- **What is expected**
Within the data below, find the string "path" and return each line where it occurs.

[Opening Supplied entries section]

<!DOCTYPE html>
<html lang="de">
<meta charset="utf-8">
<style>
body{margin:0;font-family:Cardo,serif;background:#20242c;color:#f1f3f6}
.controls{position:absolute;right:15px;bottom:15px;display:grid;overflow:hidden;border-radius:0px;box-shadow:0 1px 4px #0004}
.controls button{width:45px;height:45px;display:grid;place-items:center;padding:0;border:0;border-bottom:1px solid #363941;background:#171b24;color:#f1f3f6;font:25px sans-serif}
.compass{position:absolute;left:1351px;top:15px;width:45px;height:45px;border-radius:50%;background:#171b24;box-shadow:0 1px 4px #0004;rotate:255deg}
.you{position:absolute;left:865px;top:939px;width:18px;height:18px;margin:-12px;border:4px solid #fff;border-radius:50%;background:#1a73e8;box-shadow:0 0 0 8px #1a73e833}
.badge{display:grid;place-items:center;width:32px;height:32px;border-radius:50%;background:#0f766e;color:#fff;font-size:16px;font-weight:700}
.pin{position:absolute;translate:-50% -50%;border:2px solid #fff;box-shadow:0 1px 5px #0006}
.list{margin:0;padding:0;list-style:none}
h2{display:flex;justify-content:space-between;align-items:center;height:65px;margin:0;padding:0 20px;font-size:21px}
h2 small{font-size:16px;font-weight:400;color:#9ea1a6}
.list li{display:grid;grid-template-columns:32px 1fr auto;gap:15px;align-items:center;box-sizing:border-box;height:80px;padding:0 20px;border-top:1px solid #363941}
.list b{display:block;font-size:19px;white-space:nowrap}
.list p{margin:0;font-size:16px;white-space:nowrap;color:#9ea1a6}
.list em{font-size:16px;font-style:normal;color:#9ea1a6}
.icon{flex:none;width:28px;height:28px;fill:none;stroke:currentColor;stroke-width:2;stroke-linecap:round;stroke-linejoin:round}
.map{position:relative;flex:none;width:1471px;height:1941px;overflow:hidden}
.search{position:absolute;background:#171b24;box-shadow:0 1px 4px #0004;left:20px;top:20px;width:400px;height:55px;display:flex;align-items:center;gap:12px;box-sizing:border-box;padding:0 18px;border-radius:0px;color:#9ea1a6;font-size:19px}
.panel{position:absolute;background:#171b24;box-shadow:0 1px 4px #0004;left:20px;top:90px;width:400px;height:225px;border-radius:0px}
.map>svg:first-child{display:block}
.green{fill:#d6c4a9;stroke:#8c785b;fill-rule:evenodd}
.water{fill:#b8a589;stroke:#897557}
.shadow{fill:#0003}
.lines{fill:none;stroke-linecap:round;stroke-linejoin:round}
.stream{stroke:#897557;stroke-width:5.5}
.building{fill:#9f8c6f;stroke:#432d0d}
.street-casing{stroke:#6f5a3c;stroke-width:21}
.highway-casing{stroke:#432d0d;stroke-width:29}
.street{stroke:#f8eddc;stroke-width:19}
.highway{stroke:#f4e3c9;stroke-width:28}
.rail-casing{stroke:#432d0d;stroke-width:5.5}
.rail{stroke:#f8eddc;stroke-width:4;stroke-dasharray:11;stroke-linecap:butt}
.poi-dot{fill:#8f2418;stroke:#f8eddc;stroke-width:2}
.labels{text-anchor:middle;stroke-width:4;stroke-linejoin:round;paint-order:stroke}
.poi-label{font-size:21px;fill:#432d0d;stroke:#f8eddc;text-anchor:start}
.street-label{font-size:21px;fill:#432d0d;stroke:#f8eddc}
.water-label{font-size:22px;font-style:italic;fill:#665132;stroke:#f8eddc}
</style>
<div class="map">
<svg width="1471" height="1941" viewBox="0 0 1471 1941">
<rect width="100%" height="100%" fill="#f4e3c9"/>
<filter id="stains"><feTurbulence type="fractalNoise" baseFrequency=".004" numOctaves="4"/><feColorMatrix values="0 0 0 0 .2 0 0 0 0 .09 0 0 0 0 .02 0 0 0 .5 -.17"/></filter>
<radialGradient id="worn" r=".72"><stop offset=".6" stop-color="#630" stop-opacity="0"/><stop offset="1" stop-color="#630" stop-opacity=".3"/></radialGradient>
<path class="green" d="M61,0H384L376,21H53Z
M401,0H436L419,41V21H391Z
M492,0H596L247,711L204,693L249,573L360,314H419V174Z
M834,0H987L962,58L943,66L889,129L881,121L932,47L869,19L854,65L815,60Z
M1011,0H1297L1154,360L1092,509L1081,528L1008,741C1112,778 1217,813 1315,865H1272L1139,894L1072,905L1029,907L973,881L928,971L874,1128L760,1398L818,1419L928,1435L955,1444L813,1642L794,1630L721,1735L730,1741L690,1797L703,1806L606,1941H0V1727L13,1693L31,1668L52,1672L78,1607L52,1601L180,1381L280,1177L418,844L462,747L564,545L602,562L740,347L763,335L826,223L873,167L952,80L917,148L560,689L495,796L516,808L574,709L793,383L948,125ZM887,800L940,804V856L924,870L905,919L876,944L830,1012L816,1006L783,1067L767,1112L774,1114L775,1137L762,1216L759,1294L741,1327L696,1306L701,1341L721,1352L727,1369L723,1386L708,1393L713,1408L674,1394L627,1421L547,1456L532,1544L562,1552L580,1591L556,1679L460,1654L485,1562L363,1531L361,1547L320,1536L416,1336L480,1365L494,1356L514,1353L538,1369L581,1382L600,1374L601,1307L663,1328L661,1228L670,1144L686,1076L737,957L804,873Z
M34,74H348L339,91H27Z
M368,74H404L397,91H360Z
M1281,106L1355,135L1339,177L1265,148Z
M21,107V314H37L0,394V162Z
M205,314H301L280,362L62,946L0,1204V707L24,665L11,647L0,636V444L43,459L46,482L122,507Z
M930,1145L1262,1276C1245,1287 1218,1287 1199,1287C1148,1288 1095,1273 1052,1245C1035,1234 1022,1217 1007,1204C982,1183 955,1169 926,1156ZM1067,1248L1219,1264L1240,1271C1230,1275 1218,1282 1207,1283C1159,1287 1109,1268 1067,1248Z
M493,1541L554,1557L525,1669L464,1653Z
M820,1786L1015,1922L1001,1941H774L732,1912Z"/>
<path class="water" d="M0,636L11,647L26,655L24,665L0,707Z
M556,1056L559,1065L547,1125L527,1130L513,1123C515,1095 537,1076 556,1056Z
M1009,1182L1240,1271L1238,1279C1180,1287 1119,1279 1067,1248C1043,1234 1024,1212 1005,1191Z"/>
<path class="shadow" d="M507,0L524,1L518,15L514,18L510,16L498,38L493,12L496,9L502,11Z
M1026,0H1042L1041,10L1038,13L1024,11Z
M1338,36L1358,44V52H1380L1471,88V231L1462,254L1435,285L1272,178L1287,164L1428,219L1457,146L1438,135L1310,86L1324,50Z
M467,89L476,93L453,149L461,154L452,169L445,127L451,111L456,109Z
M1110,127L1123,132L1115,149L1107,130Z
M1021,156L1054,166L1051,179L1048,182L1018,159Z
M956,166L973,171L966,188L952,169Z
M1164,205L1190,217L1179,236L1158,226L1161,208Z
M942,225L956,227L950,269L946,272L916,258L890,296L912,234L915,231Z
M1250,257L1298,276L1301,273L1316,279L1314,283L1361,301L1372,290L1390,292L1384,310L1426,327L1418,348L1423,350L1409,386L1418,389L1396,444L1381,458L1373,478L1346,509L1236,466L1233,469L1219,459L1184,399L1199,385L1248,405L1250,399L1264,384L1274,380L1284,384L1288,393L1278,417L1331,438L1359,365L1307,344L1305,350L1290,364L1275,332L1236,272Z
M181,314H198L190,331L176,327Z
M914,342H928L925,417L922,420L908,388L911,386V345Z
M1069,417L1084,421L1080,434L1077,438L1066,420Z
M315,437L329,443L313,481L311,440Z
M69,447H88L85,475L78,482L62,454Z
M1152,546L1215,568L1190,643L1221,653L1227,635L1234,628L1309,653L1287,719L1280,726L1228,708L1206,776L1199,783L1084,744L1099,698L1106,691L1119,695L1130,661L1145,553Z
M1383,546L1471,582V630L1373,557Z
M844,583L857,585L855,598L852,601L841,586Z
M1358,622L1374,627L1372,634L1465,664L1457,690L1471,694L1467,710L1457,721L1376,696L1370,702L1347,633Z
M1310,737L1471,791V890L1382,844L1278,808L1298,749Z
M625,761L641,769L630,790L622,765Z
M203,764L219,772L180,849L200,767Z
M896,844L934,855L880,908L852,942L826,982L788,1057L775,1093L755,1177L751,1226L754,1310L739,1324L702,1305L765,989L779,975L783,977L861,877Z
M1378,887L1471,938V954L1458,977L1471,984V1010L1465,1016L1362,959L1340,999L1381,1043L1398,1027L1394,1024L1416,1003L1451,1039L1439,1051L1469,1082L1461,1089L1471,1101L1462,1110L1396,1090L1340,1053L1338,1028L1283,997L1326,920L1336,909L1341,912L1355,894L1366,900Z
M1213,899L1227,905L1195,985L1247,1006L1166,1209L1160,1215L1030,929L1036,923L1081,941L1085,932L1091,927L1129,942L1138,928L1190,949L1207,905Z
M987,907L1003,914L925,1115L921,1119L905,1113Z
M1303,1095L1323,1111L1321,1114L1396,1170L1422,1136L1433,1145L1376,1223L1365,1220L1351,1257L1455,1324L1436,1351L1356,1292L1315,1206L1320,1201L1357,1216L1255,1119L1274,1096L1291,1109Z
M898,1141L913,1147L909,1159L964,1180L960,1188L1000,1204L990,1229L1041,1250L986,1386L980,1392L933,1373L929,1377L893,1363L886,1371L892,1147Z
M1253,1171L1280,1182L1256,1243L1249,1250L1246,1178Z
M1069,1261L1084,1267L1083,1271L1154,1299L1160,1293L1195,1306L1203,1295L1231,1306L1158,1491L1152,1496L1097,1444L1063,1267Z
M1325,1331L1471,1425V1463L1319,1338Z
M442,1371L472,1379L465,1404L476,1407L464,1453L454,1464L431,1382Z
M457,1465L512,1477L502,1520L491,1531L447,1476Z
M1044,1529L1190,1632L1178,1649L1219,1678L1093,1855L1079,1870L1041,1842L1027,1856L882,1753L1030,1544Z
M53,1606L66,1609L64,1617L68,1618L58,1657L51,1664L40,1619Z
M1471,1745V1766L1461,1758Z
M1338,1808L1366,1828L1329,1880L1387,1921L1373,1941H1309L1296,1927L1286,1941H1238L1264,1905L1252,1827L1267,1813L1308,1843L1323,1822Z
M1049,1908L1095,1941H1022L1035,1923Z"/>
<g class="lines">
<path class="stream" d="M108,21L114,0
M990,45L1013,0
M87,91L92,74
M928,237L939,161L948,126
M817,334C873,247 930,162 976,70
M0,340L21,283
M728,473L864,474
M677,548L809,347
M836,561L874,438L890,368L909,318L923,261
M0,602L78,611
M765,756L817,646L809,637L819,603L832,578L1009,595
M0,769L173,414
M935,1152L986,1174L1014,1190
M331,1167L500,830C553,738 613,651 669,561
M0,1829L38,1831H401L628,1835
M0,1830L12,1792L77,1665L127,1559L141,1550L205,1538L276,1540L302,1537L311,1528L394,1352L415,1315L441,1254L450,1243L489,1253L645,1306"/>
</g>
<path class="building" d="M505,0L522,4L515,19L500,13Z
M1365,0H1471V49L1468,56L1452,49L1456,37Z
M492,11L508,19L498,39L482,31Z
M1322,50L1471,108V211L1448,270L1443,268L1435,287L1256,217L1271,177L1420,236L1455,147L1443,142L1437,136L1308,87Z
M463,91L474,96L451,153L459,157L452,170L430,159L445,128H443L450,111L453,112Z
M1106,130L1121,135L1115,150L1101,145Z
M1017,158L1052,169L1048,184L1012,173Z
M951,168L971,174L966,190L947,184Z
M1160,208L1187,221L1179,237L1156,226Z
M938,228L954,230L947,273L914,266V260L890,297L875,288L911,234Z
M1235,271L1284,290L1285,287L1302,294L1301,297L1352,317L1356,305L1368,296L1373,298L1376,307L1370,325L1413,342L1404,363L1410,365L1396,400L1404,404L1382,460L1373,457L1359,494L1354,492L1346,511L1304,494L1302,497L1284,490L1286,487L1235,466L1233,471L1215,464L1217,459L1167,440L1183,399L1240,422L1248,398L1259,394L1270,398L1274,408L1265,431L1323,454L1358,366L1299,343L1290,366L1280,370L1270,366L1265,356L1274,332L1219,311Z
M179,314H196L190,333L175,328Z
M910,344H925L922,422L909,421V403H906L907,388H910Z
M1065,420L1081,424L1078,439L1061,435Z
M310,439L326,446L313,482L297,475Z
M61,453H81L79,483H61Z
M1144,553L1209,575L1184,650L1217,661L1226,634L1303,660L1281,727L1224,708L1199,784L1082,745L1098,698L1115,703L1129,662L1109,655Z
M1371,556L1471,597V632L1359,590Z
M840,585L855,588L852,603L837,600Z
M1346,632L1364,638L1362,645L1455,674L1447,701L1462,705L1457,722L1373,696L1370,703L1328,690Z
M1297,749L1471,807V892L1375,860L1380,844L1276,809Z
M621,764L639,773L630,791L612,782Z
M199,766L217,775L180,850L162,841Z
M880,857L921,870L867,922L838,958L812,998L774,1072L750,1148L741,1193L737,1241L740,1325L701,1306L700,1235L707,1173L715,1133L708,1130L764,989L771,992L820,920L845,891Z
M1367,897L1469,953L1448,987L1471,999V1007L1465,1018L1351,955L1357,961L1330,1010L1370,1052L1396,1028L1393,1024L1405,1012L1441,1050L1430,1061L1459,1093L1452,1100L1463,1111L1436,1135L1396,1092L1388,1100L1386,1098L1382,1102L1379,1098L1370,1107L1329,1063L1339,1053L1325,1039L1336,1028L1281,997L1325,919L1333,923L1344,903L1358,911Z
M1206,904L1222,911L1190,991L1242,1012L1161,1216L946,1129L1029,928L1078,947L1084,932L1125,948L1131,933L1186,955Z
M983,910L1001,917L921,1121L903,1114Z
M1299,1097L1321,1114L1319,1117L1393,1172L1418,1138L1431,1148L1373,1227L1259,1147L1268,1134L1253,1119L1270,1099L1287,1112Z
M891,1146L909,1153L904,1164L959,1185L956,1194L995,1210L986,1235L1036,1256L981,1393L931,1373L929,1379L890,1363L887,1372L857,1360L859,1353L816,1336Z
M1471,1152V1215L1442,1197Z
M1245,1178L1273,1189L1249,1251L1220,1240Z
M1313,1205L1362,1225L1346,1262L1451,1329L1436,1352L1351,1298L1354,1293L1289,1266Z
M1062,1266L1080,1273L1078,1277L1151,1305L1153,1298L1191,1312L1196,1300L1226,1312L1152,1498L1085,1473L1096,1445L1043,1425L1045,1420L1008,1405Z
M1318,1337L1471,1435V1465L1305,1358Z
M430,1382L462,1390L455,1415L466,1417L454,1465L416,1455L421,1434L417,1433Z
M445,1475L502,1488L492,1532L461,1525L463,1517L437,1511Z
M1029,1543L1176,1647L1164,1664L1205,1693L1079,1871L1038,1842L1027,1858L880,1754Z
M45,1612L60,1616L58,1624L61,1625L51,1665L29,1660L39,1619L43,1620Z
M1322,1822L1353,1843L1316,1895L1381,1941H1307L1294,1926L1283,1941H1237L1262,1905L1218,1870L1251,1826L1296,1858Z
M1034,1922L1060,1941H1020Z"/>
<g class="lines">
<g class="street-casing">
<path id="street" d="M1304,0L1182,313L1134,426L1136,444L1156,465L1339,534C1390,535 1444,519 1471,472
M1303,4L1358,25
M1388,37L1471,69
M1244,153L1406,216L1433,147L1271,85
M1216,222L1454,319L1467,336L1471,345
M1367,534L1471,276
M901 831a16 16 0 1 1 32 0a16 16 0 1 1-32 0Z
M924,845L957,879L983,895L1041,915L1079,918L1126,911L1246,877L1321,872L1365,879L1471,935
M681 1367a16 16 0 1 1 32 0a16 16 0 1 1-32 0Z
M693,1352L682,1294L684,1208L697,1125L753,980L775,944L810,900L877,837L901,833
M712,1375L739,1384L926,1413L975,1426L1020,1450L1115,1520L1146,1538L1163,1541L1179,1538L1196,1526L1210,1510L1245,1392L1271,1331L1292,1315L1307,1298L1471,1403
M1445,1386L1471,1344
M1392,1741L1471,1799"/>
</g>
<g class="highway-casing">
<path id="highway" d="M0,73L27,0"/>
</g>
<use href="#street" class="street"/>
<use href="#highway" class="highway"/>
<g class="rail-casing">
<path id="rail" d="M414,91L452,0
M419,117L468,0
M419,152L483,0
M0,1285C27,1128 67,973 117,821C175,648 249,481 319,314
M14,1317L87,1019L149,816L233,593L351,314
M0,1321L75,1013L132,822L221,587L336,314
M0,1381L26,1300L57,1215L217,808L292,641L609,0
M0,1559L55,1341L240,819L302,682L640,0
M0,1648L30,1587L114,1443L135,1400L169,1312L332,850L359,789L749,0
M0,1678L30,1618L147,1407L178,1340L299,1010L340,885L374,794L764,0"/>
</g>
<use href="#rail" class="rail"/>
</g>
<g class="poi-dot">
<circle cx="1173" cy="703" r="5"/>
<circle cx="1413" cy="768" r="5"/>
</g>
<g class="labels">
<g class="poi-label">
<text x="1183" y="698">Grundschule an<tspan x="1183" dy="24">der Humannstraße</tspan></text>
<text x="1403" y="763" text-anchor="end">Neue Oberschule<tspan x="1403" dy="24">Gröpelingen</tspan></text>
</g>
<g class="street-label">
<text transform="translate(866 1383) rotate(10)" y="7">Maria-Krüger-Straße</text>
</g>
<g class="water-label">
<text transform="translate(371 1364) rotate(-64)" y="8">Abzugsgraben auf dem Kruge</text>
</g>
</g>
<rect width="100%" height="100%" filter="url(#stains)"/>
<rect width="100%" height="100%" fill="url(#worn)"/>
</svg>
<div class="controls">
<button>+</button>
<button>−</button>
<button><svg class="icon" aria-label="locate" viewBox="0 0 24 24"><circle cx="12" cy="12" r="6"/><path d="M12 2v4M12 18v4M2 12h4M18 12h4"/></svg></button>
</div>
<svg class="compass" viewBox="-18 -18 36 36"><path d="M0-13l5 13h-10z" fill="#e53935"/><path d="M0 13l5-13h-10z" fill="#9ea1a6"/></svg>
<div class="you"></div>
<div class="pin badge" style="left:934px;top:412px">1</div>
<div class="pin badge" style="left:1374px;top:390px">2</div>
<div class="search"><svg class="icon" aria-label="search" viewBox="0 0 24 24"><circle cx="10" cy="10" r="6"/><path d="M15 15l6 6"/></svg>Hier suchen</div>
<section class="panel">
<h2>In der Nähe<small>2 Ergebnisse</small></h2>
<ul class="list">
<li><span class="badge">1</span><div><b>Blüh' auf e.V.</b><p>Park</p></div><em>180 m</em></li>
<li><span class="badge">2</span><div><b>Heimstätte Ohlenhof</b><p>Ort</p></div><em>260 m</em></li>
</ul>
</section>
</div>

[Closing Supplied entries section]

- **Task answer**
<path class="green" d="M61,0H384L376,21H53Z
<path class="water" d="M0,636L11,647L26,655L24,665L0,707Z
<path class="shadow" d="M507,0L524,1L518,15L514,18L510,16L498,38L493,12L496,9L502,11Z
<path class="stream" d="M108,21L114,0
<path class="building" d="M505,0L522,4L515,19L500,13Z
<path id="street" d="M1304,0L1182,313L1134,426L1136,444L1156,465L1339,534C1390,535 1444,519 1471,472
<path id="highway" d="M0,73L27,0"/>
<path id="rail" d="M414,91L452,0
<button><svg class="icon" aria-label="locate" viewBox="0 0 24 24"><circle cx="12" cy="12" r="6"/><path d="M12 2v4M12 18v4M2 12h4M18 12h4"/></svg></button>
<svg class="compass" viewBox="-18 -18 36 36"><path d="M0-13l5 13h-10z" fill="#e53935"/><path d="M0 13l5-13h-10z" fill="#9ea1a6"/></svg>
<div class="search"><svg class="icon" aria-label="search" viewBox="0 0 24 24"><circle cx="10" cy="10" r="6"/><path d="M15 15l6 6"/></svg>Hier suchen</div>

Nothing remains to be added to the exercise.